Robin’s current best concrete suggestion, once we have established the safety and value of the procedure via testing, is to create variolation villages. Those who voluntarily participate and are deemed healthy enough would be isolated and infected, we would verify the infection and then allow them free access to the village until they were safely cured and non-infectious. Then they could return to their lives and move freely.
One could respond that this is exactly backwards. If low viral loads are a big win, why are we protecting those who least need that protection? Why aren’t we protecting those who most need it? This argues that, given we will have limited capacity, we should instead look to variolate the old and at risk, since we are reducing risk and they benefit from this the most.
Going down this path means we’ve concluded that protecting them, via herd immunity from the young or via general suppression or otherwise, is not realistic. These are exactly the people who ideally we don’t let get infected at all. If they do get infected, even carefully, they will need a lot of care. Doing this requires even more ideal conditions than infecting the young. We either need a lot of spare medical resources without having much hope of long term containment, or we need to have essentially no hope of stretching things out very far before most are infected.

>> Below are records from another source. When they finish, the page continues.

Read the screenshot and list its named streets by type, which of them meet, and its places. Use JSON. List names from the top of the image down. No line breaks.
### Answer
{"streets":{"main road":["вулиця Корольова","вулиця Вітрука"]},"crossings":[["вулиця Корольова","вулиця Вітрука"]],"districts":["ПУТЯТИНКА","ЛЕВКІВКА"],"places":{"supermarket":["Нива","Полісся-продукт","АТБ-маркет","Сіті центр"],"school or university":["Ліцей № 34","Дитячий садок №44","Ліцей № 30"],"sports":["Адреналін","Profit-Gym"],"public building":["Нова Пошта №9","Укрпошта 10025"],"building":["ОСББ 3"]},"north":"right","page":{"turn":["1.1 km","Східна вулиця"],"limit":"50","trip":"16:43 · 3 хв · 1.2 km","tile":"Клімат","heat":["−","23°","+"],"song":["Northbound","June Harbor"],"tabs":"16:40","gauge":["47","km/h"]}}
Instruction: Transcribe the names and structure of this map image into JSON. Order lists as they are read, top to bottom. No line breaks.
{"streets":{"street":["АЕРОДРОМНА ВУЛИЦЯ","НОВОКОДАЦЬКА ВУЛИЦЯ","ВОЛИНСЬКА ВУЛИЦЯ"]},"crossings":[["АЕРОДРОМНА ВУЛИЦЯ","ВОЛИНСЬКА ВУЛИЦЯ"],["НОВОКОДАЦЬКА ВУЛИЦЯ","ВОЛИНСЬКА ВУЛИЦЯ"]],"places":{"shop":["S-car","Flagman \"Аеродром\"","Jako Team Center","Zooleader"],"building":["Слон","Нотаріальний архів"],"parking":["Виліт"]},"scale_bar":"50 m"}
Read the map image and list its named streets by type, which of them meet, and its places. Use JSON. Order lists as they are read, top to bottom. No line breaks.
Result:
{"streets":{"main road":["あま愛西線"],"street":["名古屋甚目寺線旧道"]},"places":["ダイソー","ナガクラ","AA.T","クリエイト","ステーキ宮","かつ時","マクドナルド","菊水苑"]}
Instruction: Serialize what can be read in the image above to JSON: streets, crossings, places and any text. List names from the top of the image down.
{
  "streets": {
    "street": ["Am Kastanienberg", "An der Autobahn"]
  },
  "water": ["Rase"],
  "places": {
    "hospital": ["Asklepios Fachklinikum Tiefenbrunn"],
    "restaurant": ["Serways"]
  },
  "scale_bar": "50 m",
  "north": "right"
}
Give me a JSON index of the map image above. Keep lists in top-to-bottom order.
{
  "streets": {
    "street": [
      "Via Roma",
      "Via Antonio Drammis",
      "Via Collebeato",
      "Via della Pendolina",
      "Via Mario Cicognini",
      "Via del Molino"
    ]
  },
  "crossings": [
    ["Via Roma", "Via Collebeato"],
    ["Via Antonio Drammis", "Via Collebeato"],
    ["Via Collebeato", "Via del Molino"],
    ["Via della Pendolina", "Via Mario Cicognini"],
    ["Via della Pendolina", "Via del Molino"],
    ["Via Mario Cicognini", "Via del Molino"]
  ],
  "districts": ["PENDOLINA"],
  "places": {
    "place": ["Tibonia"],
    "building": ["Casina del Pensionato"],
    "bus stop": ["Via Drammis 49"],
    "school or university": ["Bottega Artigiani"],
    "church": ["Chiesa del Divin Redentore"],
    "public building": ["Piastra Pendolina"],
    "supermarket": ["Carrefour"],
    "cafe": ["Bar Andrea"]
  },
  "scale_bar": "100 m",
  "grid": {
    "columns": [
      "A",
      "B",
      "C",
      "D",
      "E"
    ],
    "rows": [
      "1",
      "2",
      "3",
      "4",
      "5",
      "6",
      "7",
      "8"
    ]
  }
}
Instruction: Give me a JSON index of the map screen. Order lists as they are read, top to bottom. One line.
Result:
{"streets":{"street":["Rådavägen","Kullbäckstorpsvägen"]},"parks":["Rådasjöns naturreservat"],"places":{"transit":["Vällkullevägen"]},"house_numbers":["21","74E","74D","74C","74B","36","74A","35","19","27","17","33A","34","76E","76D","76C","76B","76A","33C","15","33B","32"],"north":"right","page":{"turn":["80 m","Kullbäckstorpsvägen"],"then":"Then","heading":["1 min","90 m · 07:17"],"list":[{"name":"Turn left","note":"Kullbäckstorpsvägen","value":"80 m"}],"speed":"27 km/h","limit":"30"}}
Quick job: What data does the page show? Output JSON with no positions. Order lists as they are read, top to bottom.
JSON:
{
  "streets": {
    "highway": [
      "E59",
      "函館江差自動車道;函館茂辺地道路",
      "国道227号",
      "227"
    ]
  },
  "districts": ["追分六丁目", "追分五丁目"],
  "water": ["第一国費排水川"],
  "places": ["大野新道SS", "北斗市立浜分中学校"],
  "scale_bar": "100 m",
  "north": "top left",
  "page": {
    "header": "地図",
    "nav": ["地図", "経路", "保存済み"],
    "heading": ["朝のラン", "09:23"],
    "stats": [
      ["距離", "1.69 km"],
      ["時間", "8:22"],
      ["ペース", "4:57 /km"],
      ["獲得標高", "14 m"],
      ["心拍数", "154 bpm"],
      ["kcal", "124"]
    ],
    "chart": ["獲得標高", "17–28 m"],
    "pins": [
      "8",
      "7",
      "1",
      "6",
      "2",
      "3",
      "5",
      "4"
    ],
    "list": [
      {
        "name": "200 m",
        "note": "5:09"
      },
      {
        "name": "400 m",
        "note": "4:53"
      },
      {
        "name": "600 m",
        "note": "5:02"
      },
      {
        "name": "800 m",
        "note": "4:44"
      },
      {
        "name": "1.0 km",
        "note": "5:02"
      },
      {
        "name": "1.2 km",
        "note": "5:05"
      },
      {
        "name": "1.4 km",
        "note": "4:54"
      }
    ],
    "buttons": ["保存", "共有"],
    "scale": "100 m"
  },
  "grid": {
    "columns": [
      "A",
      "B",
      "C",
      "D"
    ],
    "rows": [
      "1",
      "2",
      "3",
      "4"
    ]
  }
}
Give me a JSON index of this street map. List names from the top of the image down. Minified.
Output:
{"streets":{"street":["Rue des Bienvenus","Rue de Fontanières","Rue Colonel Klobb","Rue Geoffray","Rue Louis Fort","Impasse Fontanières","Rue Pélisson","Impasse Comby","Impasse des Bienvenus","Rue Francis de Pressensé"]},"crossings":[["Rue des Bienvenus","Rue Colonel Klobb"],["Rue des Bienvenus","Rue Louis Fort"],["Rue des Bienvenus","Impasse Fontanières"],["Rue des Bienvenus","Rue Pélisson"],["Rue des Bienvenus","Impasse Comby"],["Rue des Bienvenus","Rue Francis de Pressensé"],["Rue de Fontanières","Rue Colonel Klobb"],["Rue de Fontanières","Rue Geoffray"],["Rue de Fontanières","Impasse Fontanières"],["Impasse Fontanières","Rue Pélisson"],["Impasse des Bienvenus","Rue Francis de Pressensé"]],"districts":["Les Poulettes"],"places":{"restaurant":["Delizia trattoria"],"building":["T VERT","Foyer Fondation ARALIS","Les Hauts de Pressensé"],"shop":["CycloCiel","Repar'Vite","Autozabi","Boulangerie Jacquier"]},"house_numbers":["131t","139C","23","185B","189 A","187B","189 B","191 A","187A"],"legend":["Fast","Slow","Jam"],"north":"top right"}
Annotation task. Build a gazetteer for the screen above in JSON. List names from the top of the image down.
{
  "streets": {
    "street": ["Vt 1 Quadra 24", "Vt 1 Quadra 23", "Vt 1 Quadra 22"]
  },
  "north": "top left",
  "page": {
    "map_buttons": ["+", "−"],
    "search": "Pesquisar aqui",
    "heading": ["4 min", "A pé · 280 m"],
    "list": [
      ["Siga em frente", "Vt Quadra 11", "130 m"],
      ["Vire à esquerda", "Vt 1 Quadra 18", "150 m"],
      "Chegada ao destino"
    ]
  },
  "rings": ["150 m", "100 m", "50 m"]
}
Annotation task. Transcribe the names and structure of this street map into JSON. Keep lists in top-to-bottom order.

Those who are capable of sustained safe isolation would want to avoid participating even under the best conditions.
That leaves what I am calling strategic variolation. Rather than taking whoever volunteers, or sorting by age and health, we choose people who (both volunteer and) provide superior leverage. Look for those who would otherwise be forced to expose themselves to high viral loads or lots of interactions. Alternatively, look for activities that cannot be done while social distancing, but which have very high value. Focus on those categories of individuals and at least give them priority. Alas, many would consider this an even worse look than a general call for volunteers, so much so that I am not naming anyone I would prioritize. If we got farther along this path, there would be plenty of time to discuss that.
Viral loads are not being taken seriously. We should take them seriously.
On an individual and household level, that means thinking carefully about how to avoid high viral load infections especially for those most at risk.
On a societal level, that means gathering much better data about how impactful this factor is and how it works (and about all other aspects of what is happening, of course), so we can consider taking bold action if appropriate. It also likely means encouraging smaller household groups during the pandemic.
Remember, I am not an expert. This is only me thinking out loud.